Politik
Hari Ini Presiden Jokowi Hadiri KTT G20 di Roma

Presiden Jokowi sudah berada di Roma, Italia. (Biro Pers Setpres).
FAKTUAL-INDONESIA: Presiden Joko Widodo akan mengawali kunjungan kerja ke tiga Negara dengan mengikuti Konferensi Tingkat Tinggi (KTT) G20 di Roma, Italia.
Presiden Jokowi sudah sampai di Roma pada Jumat (29/10/2021) setelah menempuh perjalanan di pesawat selama 13 jam kurang lebih.
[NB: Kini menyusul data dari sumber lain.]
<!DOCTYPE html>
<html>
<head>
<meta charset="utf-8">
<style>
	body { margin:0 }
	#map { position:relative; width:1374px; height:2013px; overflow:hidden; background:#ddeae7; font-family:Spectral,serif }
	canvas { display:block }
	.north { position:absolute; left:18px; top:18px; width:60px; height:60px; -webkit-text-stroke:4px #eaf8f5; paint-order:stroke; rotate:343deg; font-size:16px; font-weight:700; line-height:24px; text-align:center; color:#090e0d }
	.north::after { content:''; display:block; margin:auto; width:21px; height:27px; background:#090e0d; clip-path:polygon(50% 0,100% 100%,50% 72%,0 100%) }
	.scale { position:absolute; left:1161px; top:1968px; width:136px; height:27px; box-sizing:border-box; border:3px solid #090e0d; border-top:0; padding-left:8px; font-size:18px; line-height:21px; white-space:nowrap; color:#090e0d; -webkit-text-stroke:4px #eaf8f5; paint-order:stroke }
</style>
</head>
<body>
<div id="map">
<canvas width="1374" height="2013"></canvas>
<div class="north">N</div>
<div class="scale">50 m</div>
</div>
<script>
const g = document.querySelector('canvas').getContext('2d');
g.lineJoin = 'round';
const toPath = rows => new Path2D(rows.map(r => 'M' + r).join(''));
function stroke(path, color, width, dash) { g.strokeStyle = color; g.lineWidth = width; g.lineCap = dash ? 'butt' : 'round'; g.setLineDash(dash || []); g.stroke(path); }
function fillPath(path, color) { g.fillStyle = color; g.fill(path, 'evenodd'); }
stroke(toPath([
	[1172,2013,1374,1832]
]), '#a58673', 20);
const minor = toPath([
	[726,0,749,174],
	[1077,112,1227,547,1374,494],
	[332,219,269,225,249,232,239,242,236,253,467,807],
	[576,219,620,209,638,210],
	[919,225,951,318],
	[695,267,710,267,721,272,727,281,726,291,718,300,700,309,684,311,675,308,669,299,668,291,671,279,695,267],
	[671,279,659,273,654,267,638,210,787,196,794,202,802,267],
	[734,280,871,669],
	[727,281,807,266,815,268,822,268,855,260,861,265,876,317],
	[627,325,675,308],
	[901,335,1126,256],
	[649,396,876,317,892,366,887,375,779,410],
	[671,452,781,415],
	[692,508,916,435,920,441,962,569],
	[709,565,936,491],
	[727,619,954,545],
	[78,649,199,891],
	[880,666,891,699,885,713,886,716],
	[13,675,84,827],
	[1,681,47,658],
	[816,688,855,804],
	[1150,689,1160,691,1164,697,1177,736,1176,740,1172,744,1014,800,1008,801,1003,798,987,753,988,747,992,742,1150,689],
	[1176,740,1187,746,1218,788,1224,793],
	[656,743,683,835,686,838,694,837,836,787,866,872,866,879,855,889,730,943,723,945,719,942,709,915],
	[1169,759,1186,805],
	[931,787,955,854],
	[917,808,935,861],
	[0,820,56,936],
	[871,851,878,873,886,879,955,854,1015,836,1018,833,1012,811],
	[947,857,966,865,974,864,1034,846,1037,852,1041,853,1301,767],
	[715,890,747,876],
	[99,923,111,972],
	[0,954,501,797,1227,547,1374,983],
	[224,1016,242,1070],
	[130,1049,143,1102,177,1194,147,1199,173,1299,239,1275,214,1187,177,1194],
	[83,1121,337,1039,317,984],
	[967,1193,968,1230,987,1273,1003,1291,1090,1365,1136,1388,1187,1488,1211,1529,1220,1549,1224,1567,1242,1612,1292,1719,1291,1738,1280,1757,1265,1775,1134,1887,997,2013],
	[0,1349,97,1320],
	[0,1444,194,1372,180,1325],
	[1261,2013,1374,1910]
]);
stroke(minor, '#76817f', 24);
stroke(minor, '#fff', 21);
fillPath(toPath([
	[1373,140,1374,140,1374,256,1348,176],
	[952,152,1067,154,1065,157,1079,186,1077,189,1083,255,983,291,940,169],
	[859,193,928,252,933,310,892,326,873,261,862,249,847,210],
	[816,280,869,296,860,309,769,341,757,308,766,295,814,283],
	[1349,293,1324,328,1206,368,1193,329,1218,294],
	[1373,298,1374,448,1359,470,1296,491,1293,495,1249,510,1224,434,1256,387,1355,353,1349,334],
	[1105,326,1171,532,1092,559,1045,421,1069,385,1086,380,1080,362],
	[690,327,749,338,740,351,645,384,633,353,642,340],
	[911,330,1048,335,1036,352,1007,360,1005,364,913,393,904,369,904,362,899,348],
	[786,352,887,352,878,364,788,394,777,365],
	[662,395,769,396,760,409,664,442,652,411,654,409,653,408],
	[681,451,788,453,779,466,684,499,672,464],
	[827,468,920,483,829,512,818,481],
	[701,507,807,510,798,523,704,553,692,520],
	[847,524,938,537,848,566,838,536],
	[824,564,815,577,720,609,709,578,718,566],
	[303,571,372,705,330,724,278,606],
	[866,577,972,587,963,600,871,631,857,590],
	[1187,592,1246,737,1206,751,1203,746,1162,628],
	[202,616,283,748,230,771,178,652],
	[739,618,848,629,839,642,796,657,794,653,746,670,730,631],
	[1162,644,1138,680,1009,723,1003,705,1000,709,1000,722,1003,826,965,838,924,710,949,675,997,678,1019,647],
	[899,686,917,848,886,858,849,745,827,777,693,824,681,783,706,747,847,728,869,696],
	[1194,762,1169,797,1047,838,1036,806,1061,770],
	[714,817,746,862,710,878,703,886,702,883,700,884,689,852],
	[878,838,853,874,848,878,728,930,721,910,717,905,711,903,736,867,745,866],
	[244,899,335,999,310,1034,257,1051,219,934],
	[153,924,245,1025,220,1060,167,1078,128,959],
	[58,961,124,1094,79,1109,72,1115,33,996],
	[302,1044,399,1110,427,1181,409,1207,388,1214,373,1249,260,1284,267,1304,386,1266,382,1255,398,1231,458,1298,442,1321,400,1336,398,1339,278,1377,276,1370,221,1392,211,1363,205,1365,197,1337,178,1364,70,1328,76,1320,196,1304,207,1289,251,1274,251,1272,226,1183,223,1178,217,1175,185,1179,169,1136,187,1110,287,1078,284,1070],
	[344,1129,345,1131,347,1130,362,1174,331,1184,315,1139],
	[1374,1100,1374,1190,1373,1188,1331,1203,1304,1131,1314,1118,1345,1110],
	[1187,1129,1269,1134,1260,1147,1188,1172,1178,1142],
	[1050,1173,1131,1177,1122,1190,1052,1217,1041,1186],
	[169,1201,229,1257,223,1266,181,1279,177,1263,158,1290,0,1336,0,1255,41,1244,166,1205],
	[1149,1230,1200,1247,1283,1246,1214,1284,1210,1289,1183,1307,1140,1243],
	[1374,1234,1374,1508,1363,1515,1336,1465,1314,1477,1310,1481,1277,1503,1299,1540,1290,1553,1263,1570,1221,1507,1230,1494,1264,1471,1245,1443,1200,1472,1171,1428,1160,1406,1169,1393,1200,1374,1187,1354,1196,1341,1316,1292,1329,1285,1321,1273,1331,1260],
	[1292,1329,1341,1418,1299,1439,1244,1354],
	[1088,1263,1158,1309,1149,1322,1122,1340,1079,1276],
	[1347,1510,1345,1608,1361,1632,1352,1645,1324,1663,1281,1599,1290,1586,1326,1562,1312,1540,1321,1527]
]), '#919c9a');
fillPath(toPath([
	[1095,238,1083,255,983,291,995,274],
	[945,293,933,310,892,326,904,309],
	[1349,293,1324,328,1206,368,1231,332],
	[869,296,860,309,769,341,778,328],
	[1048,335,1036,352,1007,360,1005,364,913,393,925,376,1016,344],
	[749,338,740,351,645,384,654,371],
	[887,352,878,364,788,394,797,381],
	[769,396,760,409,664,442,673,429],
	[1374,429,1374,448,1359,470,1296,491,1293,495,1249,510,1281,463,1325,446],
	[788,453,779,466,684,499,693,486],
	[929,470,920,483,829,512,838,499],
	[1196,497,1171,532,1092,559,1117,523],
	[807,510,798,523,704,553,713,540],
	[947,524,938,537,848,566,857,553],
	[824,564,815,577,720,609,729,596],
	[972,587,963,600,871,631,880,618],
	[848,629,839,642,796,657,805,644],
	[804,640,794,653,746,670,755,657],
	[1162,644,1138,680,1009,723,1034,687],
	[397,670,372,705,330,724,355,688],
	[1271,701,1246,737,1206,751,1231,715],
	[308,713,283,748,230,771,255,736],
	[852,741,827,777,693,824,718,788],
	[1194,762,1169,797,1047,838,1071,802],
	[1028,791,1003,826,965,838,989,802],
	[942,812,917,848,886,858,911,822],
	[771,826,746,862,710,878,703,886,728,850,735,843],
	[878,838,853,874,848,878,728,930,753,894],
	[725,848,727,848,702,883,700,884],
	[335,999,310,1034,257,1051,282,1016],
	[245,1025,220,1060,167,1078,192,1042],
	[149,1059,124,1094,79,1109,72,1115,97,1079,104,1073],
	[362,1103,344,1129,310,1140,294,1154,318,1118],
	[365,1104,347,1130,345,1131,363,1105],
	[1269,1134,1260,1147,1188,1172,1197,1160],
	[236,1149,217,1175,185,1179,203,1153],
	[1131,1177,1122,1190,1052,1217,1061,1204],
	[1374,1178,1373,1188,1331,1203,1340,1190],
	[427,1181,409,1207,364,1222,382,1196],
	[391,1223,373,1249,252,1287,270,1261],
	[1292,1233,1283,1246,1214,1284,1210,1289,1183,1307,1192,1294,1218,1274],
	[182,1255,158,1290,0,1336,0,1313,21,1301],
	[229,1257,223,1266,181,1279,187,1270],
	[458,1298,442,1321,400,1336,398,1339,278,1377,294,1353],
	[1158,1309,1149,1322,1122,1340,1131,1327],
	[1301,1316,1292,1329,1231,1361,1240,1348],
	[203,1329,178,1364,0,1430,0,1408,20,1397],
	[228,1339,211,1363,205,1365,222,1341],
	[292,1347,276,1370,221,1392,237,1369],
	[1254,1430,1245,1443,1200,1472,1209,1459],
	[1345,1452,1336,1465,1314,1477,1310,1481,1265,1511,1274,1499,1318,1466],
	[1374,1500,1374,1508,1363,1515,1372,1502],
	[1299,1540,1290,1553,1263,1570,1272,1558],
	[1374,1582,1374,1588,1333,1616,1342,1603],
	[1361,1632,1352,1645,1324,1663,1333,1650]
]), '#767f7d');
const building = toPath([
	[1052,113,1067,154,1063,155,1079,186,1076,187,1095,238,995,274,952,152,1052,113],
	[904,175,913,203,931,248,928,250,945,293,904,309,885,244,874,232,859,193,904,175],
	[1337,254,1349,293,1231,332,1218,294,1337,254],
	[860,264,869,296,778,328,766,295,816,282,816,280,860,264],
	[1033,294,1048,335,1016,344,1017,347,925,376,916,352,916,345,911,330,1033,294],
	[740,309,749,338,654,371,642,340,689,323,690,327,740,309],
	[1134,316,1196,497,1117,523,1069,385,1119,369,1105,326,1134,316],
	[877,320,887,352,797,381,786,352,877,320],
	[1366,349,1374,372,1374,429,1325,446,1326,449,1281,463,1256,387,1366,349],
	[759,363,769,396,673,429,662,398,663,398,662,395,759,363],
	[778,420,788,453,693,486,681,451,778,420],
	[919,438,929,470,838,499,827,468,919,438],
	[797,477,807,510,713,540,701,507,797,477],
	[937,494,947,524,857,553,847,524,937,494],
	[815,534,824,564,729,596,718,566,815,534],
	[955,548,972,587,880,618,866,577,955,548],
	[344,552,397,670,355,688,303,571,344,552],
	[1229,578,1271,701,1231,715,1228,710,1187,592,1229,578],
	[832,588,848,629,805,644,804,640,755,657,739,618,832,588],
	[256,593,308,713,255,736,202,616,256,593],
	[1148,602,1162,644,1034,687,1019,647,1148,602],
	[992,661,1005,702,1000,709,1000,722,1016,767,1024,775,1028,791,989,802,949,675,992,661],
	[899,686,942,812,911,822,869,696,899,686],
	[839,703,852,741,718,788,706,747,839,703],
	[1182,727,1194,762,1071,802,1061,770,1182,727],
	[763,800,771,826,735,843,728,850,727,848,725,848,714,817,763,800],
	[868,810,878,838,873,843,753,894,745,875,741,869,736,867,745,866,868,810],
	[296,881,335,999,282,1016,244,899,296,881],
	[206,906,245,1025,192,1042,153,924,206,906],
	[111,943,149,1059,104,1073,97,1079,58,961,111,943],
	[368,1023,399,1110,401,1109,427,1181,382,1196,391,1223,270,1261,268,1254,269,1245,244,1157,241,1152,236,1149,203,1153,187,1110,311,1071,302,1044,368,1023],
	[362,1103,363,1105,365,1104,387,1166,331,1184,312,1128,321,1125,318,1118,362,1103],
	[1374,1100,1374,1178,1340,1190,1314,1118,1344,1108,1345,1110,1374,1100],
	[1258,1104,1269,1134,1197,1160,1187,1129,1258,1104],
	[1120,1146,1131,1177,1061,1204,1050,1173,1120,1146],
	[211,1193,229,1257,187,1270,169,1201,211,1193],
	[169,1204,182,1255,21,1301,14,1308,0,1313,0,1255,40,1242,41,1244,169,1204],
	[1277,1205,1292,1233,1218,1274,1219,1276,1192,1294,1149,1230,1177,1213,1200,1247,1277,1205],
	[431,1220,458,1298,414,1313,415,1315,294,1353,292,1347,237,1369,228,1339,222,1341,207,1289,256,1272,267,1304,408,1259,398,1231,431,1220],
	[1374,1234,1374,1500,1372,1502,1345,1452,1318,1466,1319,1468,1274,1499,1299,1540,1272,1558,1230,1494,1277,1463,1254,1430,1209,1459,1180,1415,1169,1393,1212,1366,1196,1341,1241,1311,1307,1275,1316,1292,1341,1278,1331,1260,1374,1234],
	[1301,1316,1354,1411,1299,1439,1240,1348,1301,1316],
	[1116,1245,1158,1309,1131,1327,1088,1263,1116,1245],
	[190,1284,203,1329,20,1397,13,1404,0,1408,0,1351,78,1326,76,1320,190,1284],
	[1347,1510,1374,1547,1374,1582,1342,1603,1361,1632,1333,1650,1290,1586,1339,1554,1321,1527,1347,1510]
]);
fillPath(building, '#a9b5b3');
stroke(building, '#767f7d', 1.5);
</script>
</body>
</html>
Turun dari pesawat Garuda Indonesia berkode GIA-1, presiden disambut Duta Besar LBBP RI untuk Italia, R.A. Esti Andayani yang naik ke pesawat GIA-1 untuk mempersilakan Presiden turun dari pesawat.
Seperti dikutip dari rilis Biro Pers Sekretaris Presiden, di bawah tangga pesawat, Presiden Jokowi tampak disambut oleh pejabat dari Italia Raimondo de Cardona dan Atase Pertahanan Republik Indonesia di Roma, Kolonel Laut TNI Wachyad.
Presiden Jokowi dan rombongan selanjutnya menuju kendaraan yang telah disiapkan untuk kemudian menuju hotel tempatnya bermalam.
Setibanya di hotel, Presiden disambut Menteri Koordinator Bidang Kemaritiman dan Investasi Luhut Binsar Panjaitan, Menteri Luar Negeri Retno Marsudi, dan Menteri Keuangan Sri Mulyani.
Selain itu, tampak menyambut juga Duta Besar RI untuk Vatikan Laurentius Amrih Jinangkung, DCM KBRI Roma Leffianna Hartati Ferdinandus, pejabat KBRI Roma dan KBRI Vatikan, serta General Manager hotel tersebut.
Presiden akan bermalam untuk kemudian melanjutkan agenda kerja Sabtu hari ini, antara lain menghadiri KTT G20 dan sejumlah pertemuan bilateral dengan beberapa pemimpin negara.
Kepercayaan Dunia
Kehadiran Jokowi pada KTT G20 tidak terlepas dari kepercayaan dunia terhadap Indonesia yang dianggap berhasil dalam menangani gelombang Covid-19. Dengan jumlah penduduk yang begitu besar, Presiden Jokowi dinilai dapat mengendalikan penyebaran Covid-19 sehingga penularannya dapat ditekan.
Menteri Kesehatan RI Budi Gunadi Sadikin mengemukakan keberhasilan Indonesia mengantisipasi gelombang lanjutan COVID-19 sangat mempengaruhi kepercayaan pemimpin dunia yang diagendakan hadir pada pertemuan Konferensi Tingkat Tinggi (KTT) G20 pada 2022 di Bali.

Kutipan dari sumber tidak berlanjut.